Green’s Dictionary of Slang

feisty adj.

also fisty
[SE fist, a small dog; thus having the characteristics of such a yappy, snappy, energetic creature; the dog shares an ety. with 15C fist, a foul smell, the breaking of wind, but whether, as Wentworth & Flexner suggest in Dict. American Slang (1960, 1975), the dog was so named because one’s own smells could be blamed upon it remains debatable. Equally feasible is the 19C suggestion that such dogs were not much bigger than a man’s fist. Note dial. feist, to strut about, to flirt or show off]

1. (orig. US) truculent, irascible, impertinent.

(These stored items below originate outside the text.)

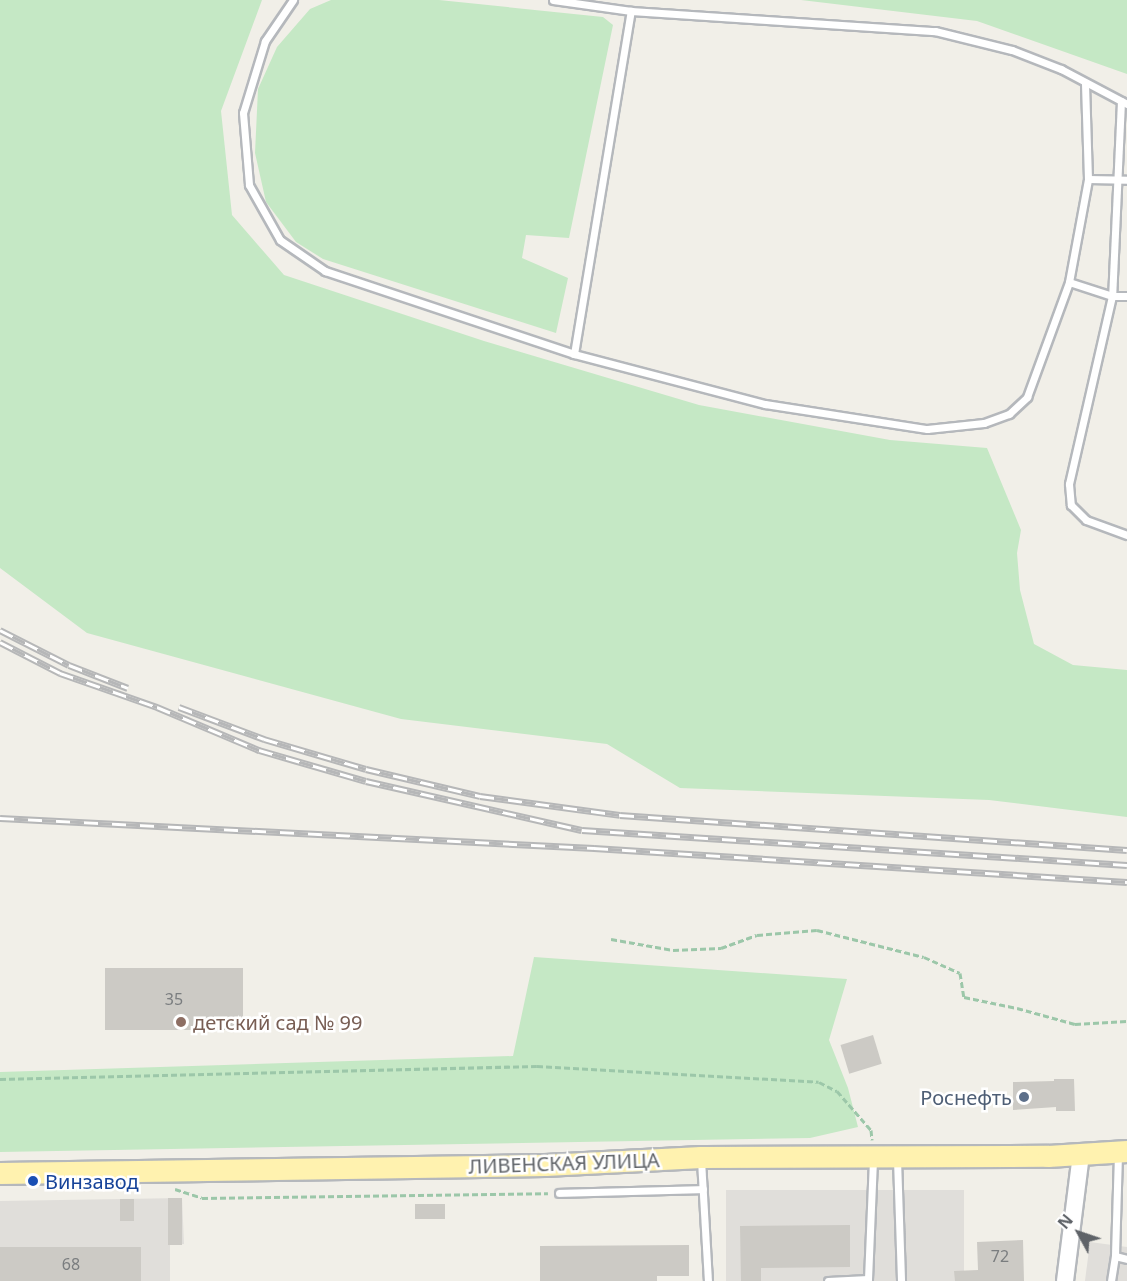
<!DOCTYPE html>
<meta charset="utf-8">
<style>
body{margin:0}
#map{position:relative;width:1127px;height:1281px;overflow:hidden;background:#f1efe8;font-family:"Noto Sans",sans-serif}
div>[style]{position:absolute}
.industrial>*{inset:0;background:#e0deda;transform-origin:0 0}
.green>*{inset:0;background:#c5e8c5}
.building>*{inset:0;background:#cccac5;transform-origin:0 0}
.path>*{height:3px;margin-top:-1.5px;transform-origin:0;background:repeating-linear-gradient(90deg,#9cc7a9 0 6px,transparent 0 9px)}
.roads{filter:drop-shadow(2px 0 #b5b8bc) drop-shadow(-2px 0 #b5b8bc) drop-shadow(0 2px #b5b8bc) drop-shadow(0 -2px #b5b8bc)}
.service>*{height:7px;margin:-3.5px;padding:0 3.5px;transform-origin:3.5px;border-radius:3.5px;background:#fff}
.tertiary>*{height:16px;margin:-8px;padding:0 8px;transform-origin:8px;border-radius:8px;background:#fff}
.primary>*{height:21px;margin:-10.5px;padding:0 10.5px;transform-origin:10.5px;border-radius:10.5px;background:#fff2af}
.rail>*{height:7px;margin-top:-3.5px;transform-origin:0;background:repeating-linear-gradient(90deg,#fff 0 14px,#b6b7b8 0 28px);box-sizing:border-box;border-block:2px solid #b6b7b8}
.dots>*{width:16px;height:16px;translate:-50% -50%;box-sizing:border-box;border:3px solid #fff;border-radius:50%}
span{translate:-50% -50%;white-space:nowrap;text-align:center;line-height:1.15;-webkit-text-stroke:5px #fff;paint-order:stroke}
.number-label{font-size:16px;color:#7a7d7f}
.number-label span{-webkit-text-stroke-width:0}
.education-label{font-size:20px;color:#785e54}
.left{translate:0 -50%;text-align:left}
.service-label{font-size:20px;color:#4e5e75}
.right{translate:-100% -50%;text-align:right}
.street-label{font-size:20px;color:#5f6368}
.transit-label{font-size:20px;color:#164399}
.north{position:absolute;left:1049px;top:1203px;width:60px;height:60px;-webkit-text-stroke:4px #fff;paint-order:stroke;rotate:310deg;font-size:16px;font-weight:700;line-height:24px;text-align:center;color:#5f6368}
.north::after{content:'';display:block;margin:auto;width:21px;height:27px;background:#5f6368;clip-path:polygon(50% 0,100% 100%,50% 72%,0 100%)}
</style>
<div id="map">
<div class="industrial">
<div style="left:726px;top:1190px;width:238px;height:91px"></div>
<div style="clip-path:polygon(182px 1198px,184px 1244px,170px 1245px,170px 1281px,0 1281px,0 1201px)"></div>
<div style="clip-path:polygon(1090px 1242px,1127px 1247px,1127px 1281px,1085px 1281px)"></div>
</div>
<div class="green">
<div style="clip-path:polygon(0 0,262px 0,221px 111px,232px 215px,284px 275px,484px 341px,699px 405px,890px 440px,987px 448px,1021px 530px,1017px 553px,1020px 590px,1034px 644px,1073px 665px,1127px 670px,1127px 817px,989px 800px,680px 788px,607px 744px,401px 719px,87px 633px,0 568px)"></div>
<div style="clip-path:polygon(331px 0,439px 0,603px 17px,613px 25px,569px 238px,526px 235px,522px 258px,568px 278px,556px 333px,323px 259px,296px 242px,266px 202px,255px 153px,258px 89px,277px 47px,310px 9px)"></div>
<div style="clip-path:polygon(801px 0,1127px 0,1127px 74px,977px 21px)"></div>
<div style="clip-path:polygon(534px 957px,847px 979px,829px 1040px,848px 1088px,858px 1127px,810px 1138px,0 1152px,0 1072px,513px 1056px)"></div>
</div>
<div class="building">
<div style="left:105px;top:968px;width:138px;height:62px"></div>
<div style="left:873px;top:1035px;width:30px;height:34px;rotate:73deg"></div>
<div style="clip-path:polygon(1054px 1079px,1074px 1079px,1075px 1111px,1056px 1111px,1056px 1107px,1013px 1110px,1013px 1082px,1054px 1081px)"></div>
<div style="left:168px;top:1198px;width:14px;height:47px"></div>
<div style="left:120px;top:1199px;width:14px;height:22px"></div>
<div style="left:415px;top:1204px;width:30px;height:15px"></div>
<div style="clip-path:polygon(850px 1225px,850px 1267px,761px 1268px,761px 1281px,741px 1281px,740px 1226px)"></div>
<div style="clip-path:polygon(1023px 1240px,1024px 1281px,955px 1281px,954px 1271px,978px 1270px,977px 1242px)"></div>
<div style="clip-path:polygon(689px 1245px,689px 1276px,657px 1276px,657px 1281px,540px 1281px,540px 1246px)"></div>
<div style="left:0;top:1247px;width:141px;height:34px"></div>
</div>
<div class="path">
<div style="left:611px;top:939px;width:63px;rotate:10.1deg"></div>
<div style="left:673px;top:950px;width:48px;rotate:-2.4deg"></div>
<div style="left:721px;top:948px;width:38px;rotate:-20deg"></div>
<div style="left:757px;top:935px;width:60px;rotate:-4.8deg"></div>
<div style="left:817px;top:930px;width:110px;rotate:14.2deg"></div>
<div style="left:924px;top:957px;width:39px;rotate:24deg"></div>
<div style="left:960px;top:973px;width:24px;rotate:81deg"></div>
<div style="left:964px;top:997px;width:54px;rotate:11.7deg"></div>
<div style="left:1017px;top:1008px;width:60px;rotate:15.4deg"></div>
<div style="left:1075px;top:1024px;width:52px;rotate:-3.3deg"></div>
<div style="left:0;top:1079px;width:537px;rotate:-1.39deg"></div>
<div style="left:537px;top:1066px;width:282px;rotate:3.2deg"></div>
<div style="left:819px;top:1082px;width:20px;rotate:27deg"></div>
<div style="left:837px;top:1091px;width:52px;rotate:48.9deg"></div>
<div style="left:871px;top:1130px;width:10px;rotate:84deg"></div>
<div style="left:175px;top:1189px;width:28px;rotate:18deg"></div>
<div style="left:202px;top:1198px;width:346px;rotate:-0.8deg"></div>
</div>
<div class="roads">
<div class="service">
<div style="left:293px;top:0;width:50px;rotate:124.3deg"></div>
<div style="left:265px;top:41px;width:75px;rotate:107deg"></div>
<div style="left:243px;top:113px;width:72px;rotate:85.2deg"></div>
<div style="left:249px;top:185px;width:63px;rotate:60.6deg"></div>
<div style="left:280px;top:240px;width:55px;rotate:34.6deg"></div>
<div style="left:325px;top:271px;width:262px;rotate:18.4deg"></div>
<div style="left:574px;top:354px;width:197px;rotate:14.7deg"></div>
<div style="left:765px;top:404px;width:164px;rotate:8.8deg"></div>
<div style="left:927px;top:429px;width:57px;rotate:-6deg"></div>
<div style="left:984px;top:423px;width:27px;rotate:-20deg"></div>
<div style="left:1009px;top:414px;width:25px;rotate:-43deg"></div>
<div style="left:1027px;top:397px;width:122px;rotate:-69.9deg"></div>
<div style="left:1069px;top:282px;width:45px;rotate:18deg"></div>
<div style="left:1112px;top:296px;width:15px"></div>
<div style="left:553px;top:0;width:79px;rotate:8deg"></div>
<div style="left:631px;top:11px;width:305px;rotate:3.8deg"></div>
<div style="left:935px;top:31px;width:79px;rotate:13.9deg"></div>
<div style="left:1012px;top:50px;width:53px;rotate:21.2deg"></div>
<div style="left:1061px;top:69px;width:75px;rotate:27.9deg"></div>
<div style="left:1121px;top:101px;width:195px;rotate:92.6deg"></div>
<div style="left:1112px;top:296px;width:193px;rotate:102.9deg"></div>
<div style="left:1069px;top:484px;width:21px;rotate:85deg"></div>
<div style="left:1071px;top:505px;width:21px;rotate:45deg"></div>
<div style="left:1086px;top:520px;width:44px;rotate:20.1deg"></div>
<div style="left:1088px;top:179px;width:39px;rotate:1deg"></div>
<div style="left:1069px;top:282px;width:105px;rotate:-79.5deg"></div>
<div style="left:1088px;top:179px;width:96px;rotate:-91.8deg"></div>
<div style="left:574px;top:354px;width:348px;rotate:-80.6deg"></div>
<div style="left:1118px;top:1154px;width:102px;rotate:91.7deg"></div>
<div style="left:1115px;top:1256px;width:12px;rotate:14deg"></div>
<div style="left:897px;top:1159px;width:122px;rotate:88.1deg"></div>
<div style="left:701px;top:1160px;width:121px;rotate:86.7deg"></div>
<div style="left:559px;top:1193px;width:144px;rotate:-1.6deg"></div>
<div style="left:828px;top:1281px;width:40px;rotate:-2.9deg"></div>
<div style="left:868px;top:1279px;width:120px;rotate:-87.6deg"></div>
<div style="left:1111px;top:1281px;width:25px;rotate:-81deg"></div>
</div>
<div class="tertiary">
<div style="left:1065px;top:1281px;width:127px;rotate:-82.8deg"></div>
</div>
<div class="primary">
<div style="left:0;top:1173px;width:545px;rotate:-0.84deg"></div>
<div style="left:545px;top:1165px;width:156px;rotate:-2.9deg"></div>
<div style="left:701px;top:1157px;width:347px;rotate:-0.2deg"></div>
<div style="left:1048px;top:1156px;width:79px;rotate:-3.6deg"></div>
</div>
</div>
<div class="rail">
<div style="left:0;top:630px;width:77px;rotate:26.9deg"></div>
<div style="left:69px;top:665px;width:63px;rotate:21.3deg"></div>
<div style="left:0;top:642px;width:68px;rotate:27.3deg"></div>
<div style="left:60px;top:673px;width:103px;rotate:19.3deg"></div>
<div style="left:157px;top:707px;width:111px;rotate:22.9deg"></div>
<div style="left:259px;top:750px;width:111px;rotate:16.2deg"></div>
<div style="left:366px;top:781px;width:221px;rotate:12.8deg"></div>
<div style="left:582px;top:830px;width:546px;rotate:3.67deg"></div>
<div style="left:179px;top:707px;width:91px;rotate:20.6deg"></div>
<div style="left:264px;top:739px;width:106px;rotate:16.4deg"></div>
<div style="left:366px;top:769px;width:117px;rotate:13.3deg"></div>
<div style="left:480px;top:796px;width:141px;rotate:7.7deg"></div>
<div style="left:620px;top:815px;width:508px;rotate:3.95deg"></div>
<div style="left:0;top:818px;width:595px;rotate:2.89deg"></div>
<div style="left:594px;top:848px;width:534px;rotate:3.65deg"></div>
</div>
<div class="dots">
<div style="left:181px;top:1022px;background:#8d6e63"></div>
<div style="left:1024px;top:1097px;background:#5c6f8a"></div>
<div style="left:33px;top:1181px;background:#1a4fb4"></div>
</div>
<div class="number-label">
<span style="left:174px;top:999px">35</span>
<span style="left:1000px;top:1256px">72</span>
<span style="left:71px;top:1264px">68</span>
</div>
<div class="education-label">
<span class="left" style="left:193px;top:1022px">детский сад № 99</span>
</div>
<div class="service-label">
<span class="right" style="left:1012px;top:1097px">Роснефть</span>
</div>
<div class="street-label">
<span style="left:564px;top:1163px;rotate:-2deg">ЛИВЕНСКАЯ УЛИЦА</span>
</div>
<div class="transit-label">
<span class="left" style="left:45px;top:1181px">Винзавод</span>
</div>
<div class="north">N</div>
</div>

[US]DN I 372: Fisty low, mean, cross .
[US]DN II 313: Fisty [...] Impudent, self-important.
[US]H. Kephart Our Southern Highlanders (1922) 94: Feisty means when a feller’s allers wigglin’ about, wantin’ ever’body to see him, like a kid when the preacher comes.
[US]E.M. Roberts Time of Man 152: That-there feisty bay mare jumped straight upwards and broke the tongue outen the plow. But Sandy says he can fix it.
[US]Randolph & Wilson Down in the Holler 106: The adjective feisty, used in some parts of the South to mean saucy or truculent [etc].
[US]S. Longstreet Flesh Peddlers (1964) 260: The feisty little crud said you was a ...
[US]L.K. Truscott IV Dress Gray (1979) 437: ‘Oldest story in the book,’ she said. ‘Feisty old babe.’.
[US]N. Pileggi Wiseguy (2001) 6: She hoped that the after-school job might get her feisty young son out of the house long enough to keep him from bickering incessantly with his sisters.
[US](con. early 1950s) J. Ellroy L.A. Confidential 231: The desk sergeant told him the spooks were getting feistier.
[US]J. Stahl I, Fatty 225: Mrs. Hubbard, a feisty old haybag.

2. (orig. US) of a young woman, flirtatious (to a greater extent than the speaker sees as proper), showing off, putting on airs, of dubious morality; 1980s+ use tends to perceive this in a more positive light.

[US]J.W. Carr ‘Words from Northwest Arkansas’ in DN III:i 79: fisty, adj. Pert, impudent, conceited, meddling. ‘Don’t get fisty’.
[US]Randolph & Wilson Down in the Holler 106: The adjective feisty [...] is generally applied to females in the Ozarks and means flirtatious or provocative.
[US](con. 1940s) E. Thompson Tattoo (1977) 71: A feisty, round little ass.
[US]D. Woodrell Muscle for the Wing 24: A young gal [...] with [...] a feisty freckled face that dared you to make something of it.
[US]T. Dorsey Florida Roadkill 129: Suzanne Somers as the feisty-but-vulnerable love interest.
[UK]Guardian Guide 17–23 Mar. 98: An attempt [...] to magic up another feisty female underdog shaking up the system.
[US]F. Bill Donnybrook [ebook] ‘How the shit you hook up with this feisty broad, Ned?’.